Clocking it at a spry 62 minutes on Amazon Prime, The Most Dangerous Game is a rather splendid blast from the past, a vigorous thriller that belies its age and offers a solid mix of humour, thrills and even politics. Irving Pichel and Ernest B Schoedsack’s film is often mentioned in the light of King Kong and early horror, but it stands on its own as an example of good storytelling; the opening shot, or a beast holding a relining woman in its arms, is ingeniously revealed to be a ornate door-knocker, a delicious visual joke that sets the right tone.
Things start slow with a lengthy introduction to Bob (Joel McCrea) and adventurer who finds himself on-board a luxury yacht which seems to be unexpectedly off-course somewhere in the waters of South America. After a long series of getting-to-know-you expeditionary chats, a few short seconds see the boat smashed onto rocks and Bob gets washed up at the castle of Count Zaroff (Leslie Banks).
As often in 1930’s film, we get straight into dinner-party and cocktails mode, but Bob notices something awry with the Count’s other guest, Eve (Fay Wray), who says the other members of her party have gone missing. Before Bob can sort things out, the Count announces that he’s planning a deadly game of hide and seek, with Bob and Eve as the prey. Fortunately, Bob is made of sterner stuff, and is a good match for the Count, his henchmen, his dogs and his manservant
Zaroff’s game of ‘outdoor chess’ is a novel one, and feeds into everything from Hostel to The Hunger Games. His philosophy is explored in detail, and his lack of humanity is evident from the outset. This is pre-Code Hollywood, and it’s quite shocking to see how tough Bob is, dispatching Zaroff’s dogs with casual ease. And it’s fun to see the leading players of King Kong (Wray, Robert Armstrong) and some very familiar sets used to evoke Zaroff’s island; while it doesn’t have the same majesty, The Most Dangerous Game is clearly cut from the same cloth.

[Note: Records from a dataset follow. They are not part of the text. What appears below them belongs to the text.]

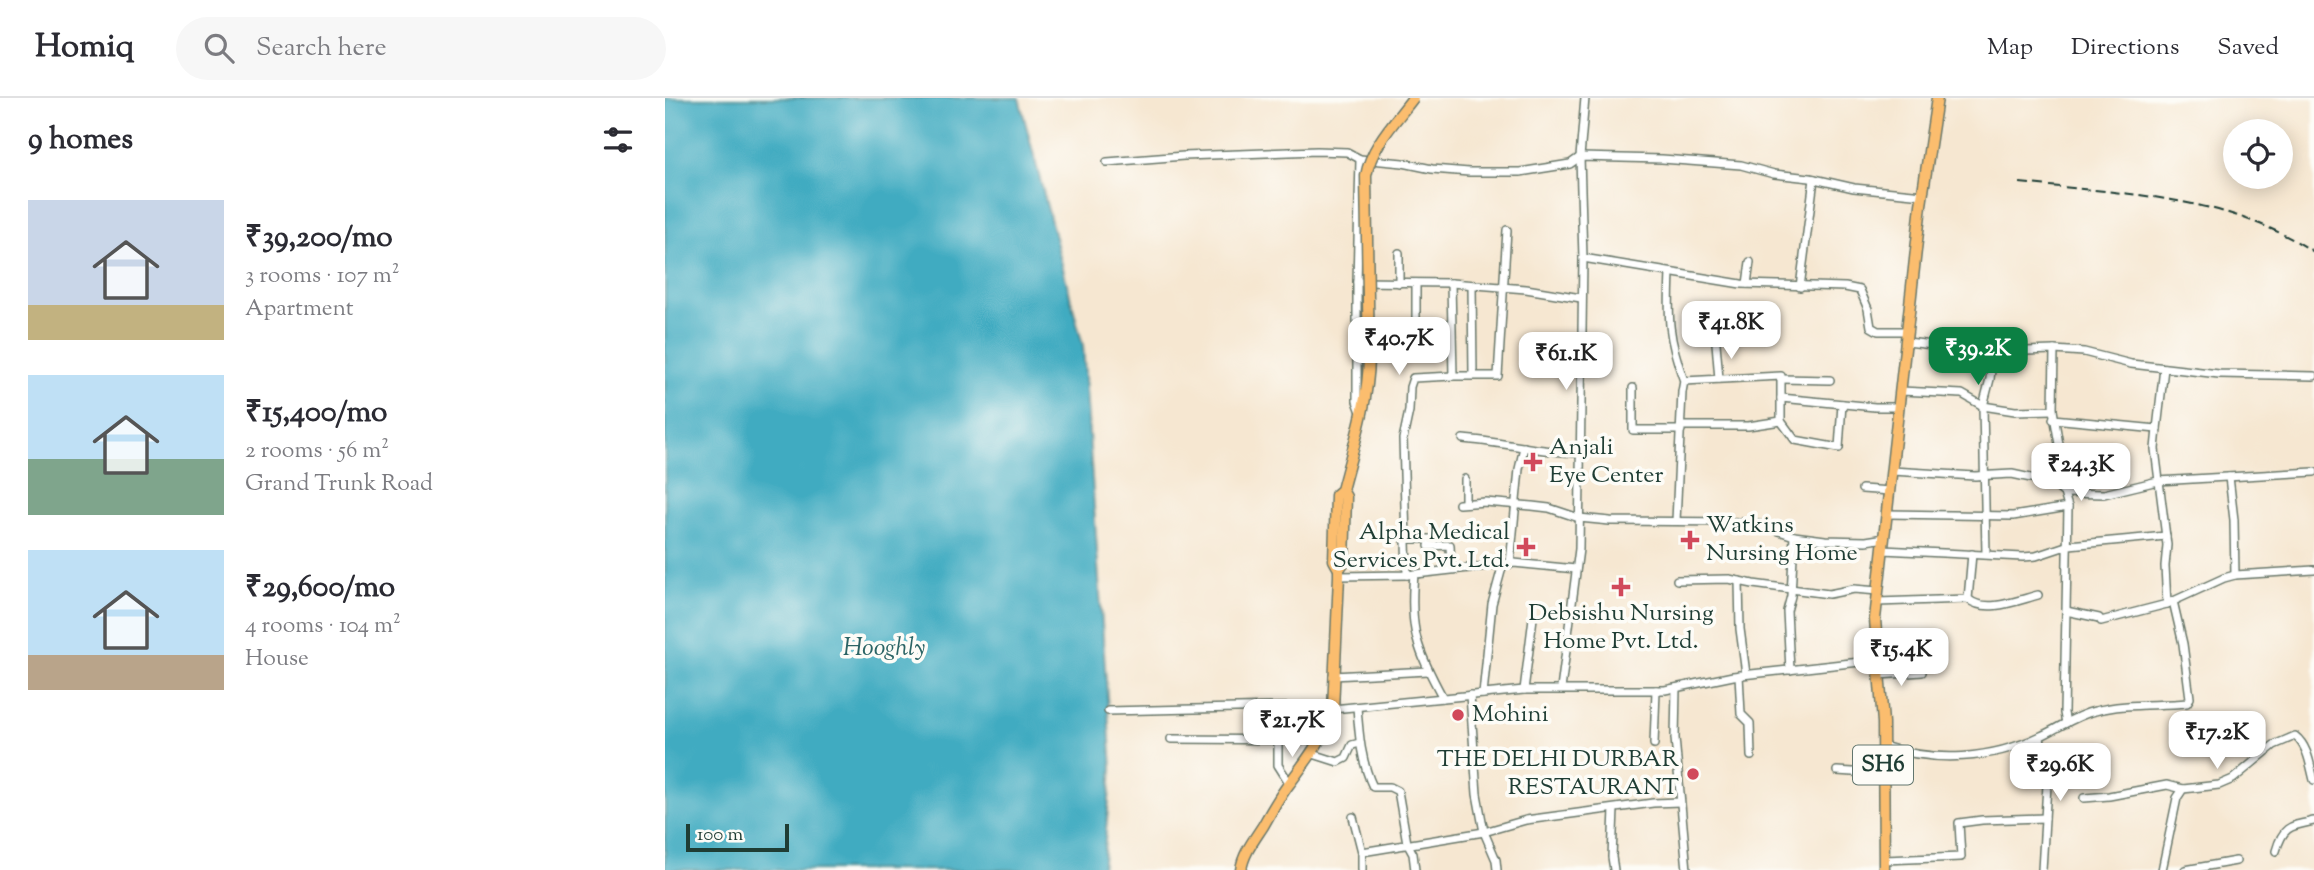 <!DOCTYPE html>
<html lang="en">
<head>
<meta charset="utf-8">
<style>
	body { margin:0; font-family:"Sorts Mill Goudy",serif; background:#f7f7f7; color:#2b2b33; height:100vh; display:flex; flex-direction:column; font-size:26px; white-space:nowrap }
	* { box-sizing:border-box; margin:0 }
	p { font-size:23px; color:#7c7c81 }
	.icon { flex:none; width:38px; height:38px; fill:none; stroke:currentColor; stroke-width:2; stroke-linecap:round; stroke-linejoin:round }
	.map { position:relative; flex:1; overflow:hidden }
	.details { display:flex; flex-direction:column; background:#fff; width:665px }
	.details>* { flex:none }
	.buttons { position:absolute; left:1558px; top:21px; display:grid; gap:14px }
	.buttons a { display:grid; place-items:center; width:70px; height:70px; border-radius:50%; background:#fff; box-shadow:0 4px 18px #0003; font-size:35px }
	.scale { position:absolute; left:21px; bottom:18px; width:103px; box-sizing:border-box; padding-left:7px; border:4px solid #1f3d34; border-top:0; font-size:19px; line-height:24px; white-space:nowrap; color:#1f3d34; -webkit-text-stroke:5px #fdfcf7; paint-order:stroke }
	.price { position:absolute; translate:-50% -60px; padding:0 16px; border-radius:14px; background:#fff; color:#222; font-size:23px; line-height:46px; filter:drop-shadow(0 2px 4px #0008) }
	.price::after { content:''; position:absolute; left:50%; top:42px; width:21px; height:16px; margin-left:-10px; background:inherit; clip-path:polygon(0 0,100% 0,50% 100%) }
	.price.active { background:#0b8043; color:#fff }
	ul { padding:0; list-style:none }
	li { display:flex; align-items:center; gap:21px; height:175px; padding:0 28px }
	li span { display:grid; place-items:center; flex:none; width:196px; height:140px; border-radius:0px; color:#555 }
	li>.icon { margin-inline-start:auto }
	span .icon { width:84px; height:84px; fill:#fffc; stroke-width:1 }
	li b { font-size:30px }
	h2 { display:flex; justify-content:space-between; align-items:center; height:84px; padding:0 28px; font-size:30px }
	header { display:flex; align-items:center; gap:42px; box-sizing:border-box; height:98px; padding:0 35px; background:#fff; border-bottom:2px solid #e1e1e2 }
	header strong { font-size:33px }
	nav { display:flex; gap:38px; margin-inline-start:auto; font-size:24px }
	.search { width:490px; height:63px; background:#f7f7f7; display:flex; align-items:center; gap:18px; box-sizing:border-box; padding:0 24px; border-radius:38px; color:#7c7c81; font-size:26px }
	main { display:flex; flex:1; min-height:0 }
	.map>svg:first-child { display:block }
</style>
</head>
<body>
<header>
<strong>Homiq</strong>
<div class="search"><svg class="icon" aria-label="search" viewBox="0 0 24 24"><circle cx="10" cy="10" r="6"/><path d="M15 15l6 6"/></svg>Search here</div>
<nav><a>Map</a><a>Directions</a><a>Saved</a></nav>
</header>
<main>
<section class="details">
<h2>9 homes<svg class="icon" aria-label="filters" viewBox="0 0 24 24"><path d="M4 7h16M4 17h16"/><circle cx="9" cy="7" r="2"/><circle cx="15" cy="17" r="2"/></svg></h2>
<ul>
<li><span style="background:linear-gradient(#c9d6e8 75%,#c2b280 0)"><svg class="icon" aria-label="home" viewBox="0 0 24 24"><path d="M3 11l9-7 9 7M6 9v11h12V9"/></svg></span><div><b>₹39,200/mo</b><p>3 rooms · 107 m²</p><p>Apartment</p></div></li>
<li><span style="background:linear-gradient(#bfe0f5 60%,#7fa58c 0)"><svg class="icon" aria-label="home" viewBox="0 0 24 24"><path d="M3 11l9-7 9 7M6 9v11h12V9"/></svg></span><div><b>₹15,400/mo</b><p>2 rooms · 56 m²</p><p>Grand Trunk Road</p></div></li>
<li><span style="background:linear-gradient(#bfe0f5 75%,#b9a48a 0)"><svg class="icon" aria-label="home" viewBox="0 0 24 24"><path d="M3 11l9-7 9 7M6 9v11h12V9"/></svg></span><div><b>₹29,600/mo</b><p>4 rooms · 104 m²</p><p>House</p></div></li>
</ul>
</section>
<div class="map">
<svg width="1649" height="772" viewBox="0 0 1649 772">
	<rect width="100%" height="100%" fill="#fdfcf7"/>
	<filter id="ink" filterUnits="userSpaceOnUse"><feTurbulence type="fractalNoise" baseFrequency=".0143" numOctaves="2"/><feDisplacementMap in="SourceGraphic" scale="14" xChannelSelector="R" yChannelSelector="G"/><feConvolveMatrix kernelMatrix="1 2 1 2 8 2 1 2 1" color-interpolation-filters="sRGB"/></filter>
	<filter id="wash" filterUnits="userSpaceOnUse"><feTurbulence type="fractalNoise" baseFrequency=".00686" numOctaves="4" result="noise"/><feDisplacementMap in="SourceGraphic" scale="28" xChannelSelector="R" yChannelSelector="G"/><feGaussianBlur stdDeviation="1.57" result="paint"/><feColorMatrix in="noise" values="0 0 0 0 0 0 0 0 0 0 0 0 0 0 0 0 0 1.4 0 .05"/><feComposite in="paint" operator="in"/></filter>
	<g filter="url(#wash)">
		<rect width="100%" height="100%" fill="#f6e7d1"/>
		<!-- water -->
		<path fill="#41abc1" stroke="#30747a" stroke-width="2" d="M0 0H354L418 248 447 671 437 772H0Z"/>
	</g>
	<g filter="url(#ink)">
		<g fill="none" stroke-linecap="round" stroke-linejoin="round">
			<defs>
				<g id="minor">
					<path d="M442 64 519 58 652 53 682 54 695 61 738 65 767 71 804 74H855L905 66 915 59 997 61 1076 67 1109 76 1145 80 1189 90 1258 97"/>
					<path d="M918 160 1076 186 1180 189 1195 192 1203 211 1206 229 1213 233H1243"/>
					<path d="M1005 175C1003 221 1003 239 1019 283"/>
					<path d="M692 184 695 61"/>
					<path d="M734 185V155"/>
					<path d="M786 185 788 278H833L842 132"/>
					<path d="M1082 186 1085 164"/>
					<path d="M807 187 808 277"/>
					<path d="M1135 189 1149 81"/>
					<path d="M751 232V185"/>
					<path d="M1242 244 1328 254 1389 252 1419 254 1466 266 1554 276 1649 278"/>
					<path d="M1051 245 1054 281"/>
					<path d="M1389 252 1388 312 1398 369 1399 395 1439 396 1493 383 1649 374"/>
					<path d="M1116 281 1165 282"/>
					<path d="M968 290V332H1016"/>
					<path d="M1236 293 1297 296 1318 308 1350 313 1388 312"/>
					<path d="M1116 300 1210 309H1234"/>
					<path d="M696 314 692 303V184L786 185 861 191 916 200"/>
					<path d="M1388 321 1492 331 1499 270"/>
					<path d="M1116 323 1130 342 1174 350 1177 306"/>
					<path d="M1492 331 1490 351 1502 447 1500 468 1502 506"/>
					<path d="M798 341C837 344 875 354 914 355"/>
					<path d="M1564 379 1569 422 1570 477"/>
					<path d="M1197 391 1225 393"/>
					<path d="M800 405V381"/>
					<path d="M794 406 820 404 867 408 884 410 914 420 945 423 1075 424 1097 427 1129 438 1160 442 1201 443 1220 440"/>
					<path d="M1223 416 1348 418 1403 409 1399 395 1385 384 1347 376 1310 378 1227 373"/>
					<path d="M1011 423 1017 294 1019 283 1116 278V323L1083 328H1016"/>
					<path d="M739 441H765L764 448 785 447 786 471"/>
					<path d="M1218 452 1358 459 1371 458 1404 447 1501 438"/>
					<path d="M1321 456 1318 308 1325 281 1328 254"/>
					<path d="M845 466 854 371 859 349"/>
					<path d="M749 476C744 532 752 552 778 600"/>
					<path d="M742 477 738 341 744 313 745 289 748 280 788 278"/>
					<path d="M674 478 742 477 849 465 911 471"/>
					<path d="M1012 482 1064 481 1088 486 1164 496 1189 491 1213 493"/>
					<path d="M1074 483 1075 531 1081 576"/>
					<path d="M1303 501C1321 516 1353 502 1373 497"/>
					<path d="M1212 504 1303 501 1307 456"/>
					<path d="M1401 513 1434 520 1436 523 1502 506 1559 480 1570 477 1649 472"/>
					<path d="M1125 572 1122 513 1126 498 1129 438"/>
					<path d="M1074 577 1076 616 1085 625 1086 658"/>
					<path d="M1214 577 1257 574"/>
					<path d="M668 578 763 573"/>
					<path d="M1011 590 1010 640 1022 772"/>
					<path d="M896 591 914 451 918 160 915 59 920 0"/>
					<path d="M859 592 868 520"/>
					<path d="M818 596 827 506 838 466"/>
					<path d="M805 597 812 696 819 734 831 762 832 772"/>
					<path d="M692 609C694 637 696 664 708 689H725L733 693 742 745 748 756 750 772"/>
					<path d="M443 613 618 609 668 611 859 592H1000L1068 578 1213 562"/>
					<path d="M1401 625 1399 615 1403 409"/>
					<path d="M1375 639 1382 687 1377 772"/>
					<path d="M506 641 655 642"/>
					<path d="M613 642V667L625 686"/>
					<path d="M989 646 991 592"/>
					<path d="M1218 648C1271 665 1326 662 1376 638 1394 630 1411 617 1430 613 1460 605 1492 608 1522 605L1525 600 1518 546 1508 503"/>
					<path d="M648 656 673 664 681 660 687 647 695 645"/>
					<path d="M1172 673 1218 676"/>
					<path d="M1419 700 1444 698 1502 687 1518 691"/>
					<path d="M949 711 947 759 949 772"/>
					<path d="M688 719 697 754V772"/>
					<path d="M1611 753C1618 728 1625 728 1649 723"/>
					<path d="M697 754 819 734 861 722 988 705 1015 704"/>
					<path d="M1219 762 1296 759 1294 725 1317 722 1380 720"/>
					<path d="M1497 772 1512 700 1518 691 1554 687 1568 681 1609 647 1630 638C1643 648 1645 667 1649 682"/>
					<path d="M1520 772 1571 763"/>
				</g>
				<g id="major">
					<path d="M674 471 679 464 681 399 677 392"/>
					<path d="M576 772C578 756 589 742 598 728 606 714 614 699 624 686 642 662 659 640 668 611L674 478V471L669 462 671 397 677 392C688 349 703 306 704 261"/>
					<path d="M1219 772 1218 625 1210 521 1256 107 1272 0"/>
				</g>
			</defs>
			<!-- minor casing -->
			<use href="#minor" stroke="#6a786b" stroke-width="10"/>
			<!-- major casing -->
			<use href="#major" stroke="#6a786b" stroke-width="13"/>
			<!-- minor -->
			<use href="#minor" stroke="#fff" stroke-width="7"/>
			<!-- major -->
			<use href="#major" stroke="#fbbd6e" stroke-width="10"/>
			<!-- rail -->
			<path stroke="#1f3d34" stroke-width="2" stroke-dasharray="10 5" stroke-linecap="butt" d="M1355 85C1457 96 1559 96 1649 154"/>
			<defs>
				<path id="major-bridge" d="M704 261 701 78C706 48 730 24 748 0"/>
			</defs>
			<!-- major-bridge casing -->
			<use href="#major-bridge" stroke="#6a786b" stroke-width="13" stroke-linecap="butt"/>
			<!-- major-bridge -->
			<use href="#major-bridge" stroke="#fbbd6e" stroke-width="10"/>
		</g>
	</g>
	<!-- markers -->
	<g fill="#d1495b" stroke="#fdfcf7" stroke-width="2.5">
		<path d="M864.5 353.5h7v7h7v7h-7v7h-7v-7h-7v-7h7z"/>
		<path d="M1021.5 431.5h7v7h7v7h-7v7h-7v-7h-7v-7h7z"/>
		<path d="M857.5 438.5h7v7h7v7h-7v7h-7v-7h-7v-7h7z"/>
		<path d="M952.5 478.5h7v7h7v7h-7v7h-7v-7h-7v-7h7z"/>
		<circle cx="793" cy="617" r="7"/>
		<circle cx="1028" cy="676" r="7"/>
	</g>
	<g text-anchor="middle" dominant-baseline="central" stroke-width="7" stroke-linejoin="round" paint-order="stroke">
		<!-- shield labels -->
		<rect fill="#fdfcf7" stroke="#62766e" stroke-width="2" x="1188" y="647.5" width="60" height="39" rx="5"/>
		<g font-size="23" font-weight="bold" fill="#1f3d34">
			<text x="1218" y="667">SH6</text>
		</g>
		<!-- poi labels -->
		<g font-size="24" fill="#1f3d34" stroke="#fdfcf7" text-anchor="start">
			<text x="884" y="350">Anjali<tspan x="884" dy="28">Eye Center</tspan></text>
			<text x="1041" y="428">Watkins<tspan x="1041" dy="28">Nursing Home</tspan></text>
			<text x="845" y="435" text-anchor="end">Alpha Medical<tspan x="845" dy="28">Services Pvt. Ltd.</tspan></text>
			<text x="956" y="516" text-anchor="middle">Debsishu Nursing<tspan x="956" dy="28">Home Pvt. Ltd.</tspan></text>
			<text x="807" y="617">Mohini</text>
			<text x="1014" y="662" text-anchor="end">THE DELHI DURBAR<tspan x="1014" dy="28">RESTAURANT</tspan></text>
		</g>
		<!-- water labels -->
		<g font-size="26" font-style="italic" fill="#2b6465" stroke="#fdfcf7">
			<text x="219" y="550">Hooghly</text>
		</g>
	</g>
</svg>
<div class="buttons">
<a><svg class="icon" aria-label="locate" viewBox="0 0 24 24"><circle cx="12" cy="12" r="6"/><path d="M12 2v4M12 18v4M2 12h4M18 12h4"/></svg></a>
</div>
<div class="scale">100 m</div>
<b class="price" style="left:1066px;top:263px">₹41.8K</b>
<b class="price" style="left:734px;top:279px">₹40.7K</b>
<b class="price active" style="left:1313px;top:289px">₹39.2K</b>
<b class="price" style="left:901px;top:294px">₹61.1K</b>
<b class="price" style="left:1416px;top:405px">₹24.3K</b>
<b class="price" style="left:1236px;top:590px">₹15.4K</b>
<b class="price" style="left:627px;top:661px">₹21.7K</b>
<b class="price" style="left:1552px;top:673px">₹17.2K</b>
<b class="price" style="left:1395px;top:705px">₹29.6K</b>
</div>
</main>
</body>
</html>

The Most Dangerous Game is better known by reputation rather than exposure; this variable print on Prime strobes badly at times, and scenes by candlelight took like they were shot in a techno-nightclub. But it’s probably as good as the film can look outside of blu-ray; film historians and thrill-seekers would do well to get a shot of this dangerous, exciting game.